Hi all,
I am trying to align and produce counts form some scRNA-seq using CellRanger 7.1.0
. The fastq files for input are of the following format (for illustration):
SI-GA-A1_1_S1_L001_I1_001.fastq.gz
SI-GA-A1_1_S1_L001_R1_001.fastq.gz
SI-GA-A1_1_S1_L001_R2_001.fastq.gz
SI-GA-A1_2_S2_L001_I1_001.fastq.gz
SI-GA-A1_2_S2_L001_R1_001.fastq.gz
SI-GA-A1_2_S2_L001_R2_001.fastq.gz
SI-GA-A1_3_S3_L001_I1_001.fastq.gz
SI-GA-A1_3_S3_L001_R1_001.fastq.gz
SI-GA-A1_3_S3_L001_R2_001.fastq.gz
SI-GA-A1_4_S4_L001_I1_001.fastq.gz
SI-GA-A1_4_S4_L001_R1_001.fastq.gz
SI-GA-A1_4_S4_L001_R2_001.fastq.gz
and these fastq files are from the same sample. I am using the following cellranger count
options:
cellranger count --id=EXP20_CELLRAN7_1_0 \
--fastqs=/folder1/fastq_folder \
--sample=SI-GA-A1_1,SI-GA-A1_2,SI-GA-A1_3,SI-GA-A1_4 \
--transcriptome=/refdata-gex-GRCh38-2020-A
However, I am encountering the following issue:
14: start_thread
15: clone
Input FASTQ file ended prematurely: file: "/SI-GA-A1_4_S4_L001_R1_001.fastq.gz", line: 153386036
I have aligned the same set of fastq files using STAR solo
and it ran successfully. Hence, I am not able to understand what might be the issue here. Any help is highly appreciated.
Thank you.
Best, BP
It would be prudent to validate that the fastq file is not corrupt: https://github.com/biopet/validatefastq
Dear GenoMax
Thanks for your suggestion.
Indeed! I have validated the fastq files using the tool that you have mentioned and there doesn't seem to be anything wrong with the fastq files:
Thank you.
Best, BP
Have you tried re-running cellranger? Perhaps that was a temp glitch of some sort.

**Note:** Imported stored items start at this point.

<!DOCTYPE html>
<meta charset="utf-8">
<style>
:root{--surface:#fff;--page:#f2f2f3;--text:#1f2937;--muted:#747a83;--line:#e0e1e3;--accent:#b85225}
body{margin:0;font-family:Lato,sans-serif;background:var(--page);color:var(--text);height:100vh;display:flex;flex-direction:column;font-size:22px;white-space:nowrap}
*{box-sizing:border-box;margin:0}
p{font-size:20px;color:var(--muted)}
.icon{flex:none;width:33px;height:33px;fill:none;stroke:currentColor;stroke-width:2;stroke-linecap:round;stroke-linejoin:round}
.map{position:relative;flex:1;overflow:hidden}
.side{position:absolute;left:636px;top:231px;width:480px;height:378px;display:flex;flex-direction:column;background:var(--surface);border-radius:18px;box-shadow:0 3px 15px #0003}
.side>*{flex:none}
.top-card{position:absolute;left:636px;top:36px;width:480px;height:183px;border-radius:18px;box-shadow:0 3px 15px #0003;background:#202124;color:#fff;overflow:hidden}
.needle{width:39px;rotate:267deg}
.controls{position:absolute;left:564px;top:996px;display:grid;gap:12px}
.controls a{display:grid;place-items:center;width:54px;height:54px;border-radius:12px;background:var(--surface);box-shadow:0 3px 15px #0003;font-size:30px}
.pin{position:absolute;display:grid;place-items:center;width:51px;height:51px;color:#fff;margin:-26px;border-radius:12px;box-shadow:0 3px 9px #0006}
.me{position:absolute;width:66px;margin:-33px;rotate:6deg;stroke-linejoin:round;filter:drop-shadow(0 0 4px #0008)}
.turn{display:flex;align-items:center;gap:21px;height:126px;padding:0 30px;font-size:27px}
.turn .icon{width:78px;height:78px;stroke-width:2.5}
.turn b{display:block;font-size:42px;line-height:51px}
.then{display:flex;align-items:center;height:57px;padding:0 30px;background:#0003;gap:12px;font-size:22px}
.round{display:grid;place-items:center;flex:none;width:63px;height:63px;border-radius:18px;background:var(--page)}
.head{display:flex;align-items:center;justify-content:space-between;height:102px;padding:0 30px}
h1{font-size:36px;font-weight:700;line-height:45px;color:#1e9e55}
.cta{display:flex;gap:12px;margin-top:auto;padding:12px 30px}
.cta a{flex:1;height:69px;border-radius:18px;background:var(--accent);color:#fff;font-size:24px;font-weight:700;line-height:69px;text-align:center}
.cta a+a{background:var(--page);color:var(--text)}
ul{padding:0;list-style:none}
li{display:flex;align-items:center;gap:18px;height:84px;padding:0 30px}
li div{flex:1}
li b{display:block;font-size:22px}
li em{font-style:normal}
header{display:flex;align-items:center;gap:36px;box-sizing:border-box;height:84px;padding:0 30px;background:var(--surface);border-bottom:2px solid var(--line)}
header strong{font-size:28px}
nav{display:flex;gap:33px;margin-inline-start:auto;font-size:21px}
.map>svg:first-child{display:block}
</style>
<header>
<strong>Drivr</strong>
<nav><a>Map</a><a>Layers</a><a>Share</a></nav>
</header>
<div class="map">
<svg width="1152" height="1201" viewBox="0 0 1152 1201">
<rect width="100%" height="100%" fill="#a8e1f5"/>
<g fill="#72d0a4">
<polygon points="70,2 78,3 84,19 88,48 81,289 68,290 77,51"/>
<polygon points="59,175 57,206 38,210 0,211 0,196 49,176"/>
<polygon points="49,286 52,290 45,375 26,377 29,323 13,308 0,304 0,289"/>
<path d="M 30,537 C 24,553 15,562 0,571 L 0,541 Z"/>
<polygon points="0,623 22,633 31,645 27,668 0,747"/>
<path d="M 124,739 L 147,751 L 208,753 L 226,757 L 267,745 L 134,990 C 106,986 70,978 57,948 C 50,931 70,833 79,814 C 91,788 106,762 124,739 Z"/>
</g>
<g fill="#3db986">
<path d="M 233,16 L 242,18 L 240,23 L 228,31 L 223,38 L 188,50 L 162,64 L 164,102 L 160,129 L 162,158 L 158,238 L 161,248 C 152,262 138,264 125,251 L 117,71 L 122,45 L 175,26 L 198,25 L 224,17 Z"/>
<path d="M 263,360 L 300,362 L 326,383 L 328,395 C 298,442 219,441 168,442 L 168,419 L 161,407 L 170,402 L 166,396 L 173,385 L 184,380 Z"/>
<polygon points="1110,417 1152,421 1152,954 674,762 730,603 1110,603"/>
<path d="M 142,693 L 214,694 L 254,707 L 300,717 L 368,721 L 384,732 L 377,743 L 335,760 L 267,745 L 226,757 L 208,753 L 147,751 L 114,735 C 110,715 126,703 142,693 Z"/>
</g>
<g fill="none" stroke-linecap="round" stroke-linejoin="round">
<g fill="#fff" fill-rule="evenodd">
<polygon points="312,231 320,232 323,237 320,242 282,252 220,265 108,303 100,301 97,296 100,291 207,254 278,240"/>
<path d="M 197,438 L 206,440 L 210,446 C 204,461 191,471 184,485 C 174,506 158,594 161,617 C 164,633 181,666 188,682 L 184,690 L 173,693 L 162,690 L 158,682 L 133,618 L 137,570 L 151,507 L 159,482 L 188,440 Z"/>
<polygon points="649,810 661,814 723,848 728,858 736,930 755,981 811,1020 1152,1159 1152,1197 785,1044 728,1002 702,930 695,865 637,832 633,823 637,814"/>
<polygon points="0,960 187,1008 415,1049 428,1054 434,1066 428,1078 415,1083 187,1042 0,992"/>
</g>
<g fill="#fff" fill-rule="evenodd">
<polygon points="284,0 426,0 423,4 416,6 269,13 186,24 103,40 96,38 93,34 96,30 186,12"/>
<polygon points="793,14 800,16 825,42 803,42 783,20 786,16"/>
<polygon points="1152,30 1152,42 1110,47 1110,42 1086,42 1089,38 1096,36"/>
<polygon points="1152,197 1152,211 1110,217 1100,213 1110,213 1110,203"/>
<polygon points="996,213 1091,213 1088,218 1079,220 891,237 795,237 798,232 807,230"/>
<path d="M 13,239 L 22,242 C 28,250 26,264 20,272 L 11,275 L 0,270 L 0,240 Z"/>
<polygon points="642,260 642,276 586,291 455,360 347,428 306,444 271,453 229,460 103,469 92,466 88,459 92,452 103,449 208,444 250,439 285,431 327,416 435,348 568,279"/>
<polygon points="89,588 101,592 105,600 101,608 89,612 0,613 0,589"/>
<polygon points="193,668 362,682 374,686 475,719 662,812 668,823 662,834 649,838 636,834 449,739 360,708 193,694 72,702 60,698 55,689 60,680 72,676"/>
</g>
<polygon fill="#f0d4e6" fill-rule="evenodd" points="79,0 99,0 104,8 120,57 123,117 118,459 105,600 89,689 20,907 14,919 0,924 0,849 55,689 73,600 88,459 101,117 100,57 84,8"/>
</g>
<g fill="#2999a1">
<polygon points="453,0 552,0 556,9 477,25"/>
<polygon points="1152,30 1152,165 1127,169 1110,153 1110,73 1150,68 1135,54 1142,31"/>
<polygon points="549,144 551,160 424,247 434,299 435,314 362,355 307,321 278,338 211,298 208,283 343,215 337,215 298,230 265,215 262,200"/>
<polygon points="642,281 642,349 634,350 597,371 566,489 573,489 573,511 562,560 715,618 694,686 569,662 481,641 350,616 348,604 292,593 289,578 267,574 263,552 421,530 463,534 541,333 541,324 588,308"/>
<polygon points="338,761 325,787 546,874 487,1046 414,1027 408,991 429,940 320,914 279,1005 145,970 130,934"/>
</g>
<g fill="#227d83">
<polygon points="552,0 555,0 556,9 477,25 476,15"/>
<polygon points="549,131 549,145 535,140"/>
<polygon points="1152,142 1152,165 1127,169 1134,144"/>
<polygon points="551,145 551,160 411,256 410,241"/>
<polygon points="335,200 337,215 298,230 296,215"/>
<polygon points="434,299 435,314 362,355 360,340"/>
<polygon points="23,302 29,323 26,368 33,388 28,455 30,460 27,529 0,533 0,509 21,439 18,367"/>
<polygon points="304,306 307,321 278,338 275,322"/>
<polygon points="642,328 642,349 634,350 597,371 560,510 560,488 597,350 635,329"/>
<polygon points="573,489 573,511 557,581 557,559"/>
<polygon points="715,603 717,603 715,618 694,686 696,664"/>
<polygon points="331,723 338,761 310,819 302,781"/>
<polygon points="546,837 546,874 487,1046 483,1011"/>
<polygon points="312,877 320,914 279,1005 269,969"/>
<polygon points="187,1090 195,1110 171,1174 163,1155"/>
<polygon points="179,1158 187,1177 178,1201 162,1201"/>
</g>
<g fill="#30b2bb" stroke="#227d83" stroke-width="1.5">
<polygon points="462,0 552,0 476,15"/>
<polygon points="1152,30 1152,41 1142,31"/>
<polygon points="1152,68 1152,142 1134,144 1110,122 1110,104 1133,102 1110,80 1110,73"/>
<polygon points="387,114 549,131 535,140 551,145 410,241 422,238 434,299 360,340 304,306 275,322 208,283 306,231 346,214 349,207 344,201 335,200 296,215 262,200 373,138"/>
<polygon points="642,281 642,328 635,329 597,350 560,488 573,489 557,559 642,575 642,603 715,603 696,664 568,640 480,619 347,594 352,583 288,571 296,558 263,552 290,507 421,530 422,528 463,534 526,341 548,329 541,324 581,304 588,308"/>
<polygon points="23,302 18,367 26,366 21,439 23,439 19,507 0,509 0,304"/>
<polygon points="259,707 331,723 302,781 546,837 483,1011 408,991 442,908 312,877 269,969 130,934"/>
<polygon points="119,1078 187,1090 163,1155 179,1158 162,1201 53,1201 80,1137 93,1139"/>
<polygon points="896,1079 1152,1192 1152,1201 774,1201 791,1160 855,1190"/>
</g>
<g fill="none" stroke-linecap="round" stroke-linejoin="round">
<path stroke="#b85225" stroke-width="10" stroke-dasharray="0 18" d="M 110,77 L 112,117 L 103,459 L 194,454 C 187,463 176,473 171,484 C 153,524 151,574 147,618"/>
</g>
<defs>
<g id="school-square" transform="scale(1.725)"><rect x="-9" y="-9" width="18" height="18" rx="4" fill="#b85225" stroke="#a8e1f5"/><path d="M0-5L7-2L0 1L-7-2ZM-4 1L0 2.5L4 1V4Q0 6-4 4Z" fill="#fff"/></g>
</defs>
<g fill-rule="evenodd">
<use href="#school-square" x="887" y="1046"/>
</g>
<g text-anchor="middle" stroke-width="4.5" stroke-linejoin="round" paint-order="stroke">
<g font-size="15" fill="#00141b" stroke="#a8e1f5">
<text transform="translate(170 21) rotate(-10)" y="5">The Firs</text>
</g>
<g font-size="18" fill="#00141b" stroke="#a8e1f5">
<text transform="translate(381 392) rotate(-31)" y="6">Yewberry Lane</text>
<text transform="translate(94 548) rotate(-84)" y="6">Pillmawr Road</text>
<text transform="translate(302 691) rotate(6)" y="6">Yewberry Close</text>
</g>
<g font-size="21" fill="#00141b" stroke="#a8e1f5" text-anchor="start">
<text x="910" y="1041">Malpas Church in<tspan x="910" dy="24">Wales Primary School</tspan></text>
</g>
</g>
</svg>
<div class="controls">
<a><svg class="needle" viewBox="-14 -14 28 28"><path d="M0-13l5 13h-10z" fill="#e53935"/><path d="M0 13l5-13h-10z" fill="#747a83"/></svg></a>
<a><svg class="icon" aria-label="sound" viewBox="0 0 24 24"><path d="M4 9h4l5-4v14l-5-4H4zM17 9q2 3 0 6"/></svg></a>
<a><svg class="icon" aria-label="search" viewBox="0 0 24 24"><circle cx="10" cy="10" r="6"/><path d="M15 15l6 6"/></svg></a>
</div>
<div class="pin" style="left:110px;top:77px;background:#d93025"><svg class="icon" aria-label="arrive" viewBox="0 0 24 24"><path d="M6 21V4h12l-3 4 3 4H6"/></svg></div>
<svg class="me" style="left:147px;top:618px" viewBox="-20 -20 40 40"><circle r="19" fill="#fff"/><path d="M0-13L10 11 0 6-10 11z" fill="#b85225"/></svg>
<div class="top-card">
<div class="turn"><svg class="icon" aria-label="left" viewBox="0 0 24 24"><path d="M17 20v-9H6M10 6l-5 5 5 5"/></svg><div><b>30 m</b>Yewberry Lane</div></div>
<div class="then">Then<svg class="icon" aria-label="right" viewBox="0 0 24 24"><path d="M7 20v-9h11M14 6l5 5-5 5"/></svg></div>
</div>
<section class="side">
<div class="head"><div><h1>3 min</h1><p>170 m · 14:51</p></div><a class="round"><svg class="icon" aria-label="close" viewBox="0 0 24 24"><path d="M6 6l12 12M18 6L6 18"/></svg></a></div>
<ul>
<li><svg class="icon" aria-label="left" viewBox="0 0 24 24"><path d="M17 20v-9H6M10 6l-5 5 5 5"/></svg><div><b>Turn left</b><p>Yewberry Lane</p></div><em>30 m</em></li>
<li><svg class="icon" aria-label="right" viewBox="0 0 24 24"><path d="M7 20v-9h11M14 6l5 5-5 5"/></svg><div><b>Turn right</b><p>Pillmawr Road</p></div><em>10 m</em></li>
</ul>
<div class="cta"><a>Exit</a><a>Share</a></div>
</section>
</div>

Not directly related but It is also a bit odd to name sample fastq files with 10x library codes. Were these files made using indexes listed on separate lines (e.g. 4 that go with
SI-GA-A1
) on each line in the samplesheet during demultiplexing?Thanks for the suggestion! Yes, I have tried re-running cellranger and I have tried different versions of cellranger as well. I ran into the same issue.
I am not aware of the demultiplexing procedure as the data was sent to us from a sequencing facility long back. However, I am aware that the fastq files are from the same sample and I have the one of the scenarios as described here by 10X: Specifying input 10X
under the section:
Do you think it would be appropriate to concatenate the fastq files into one and then run cellranger pipeline given that the fastq files are from the same sample and same lane?
If _1 and _2 really are the same library, you should rename the fastqs, or make symlinks, such that they have the same sample name, but different lanes. Cellranger will naturally take them all in together.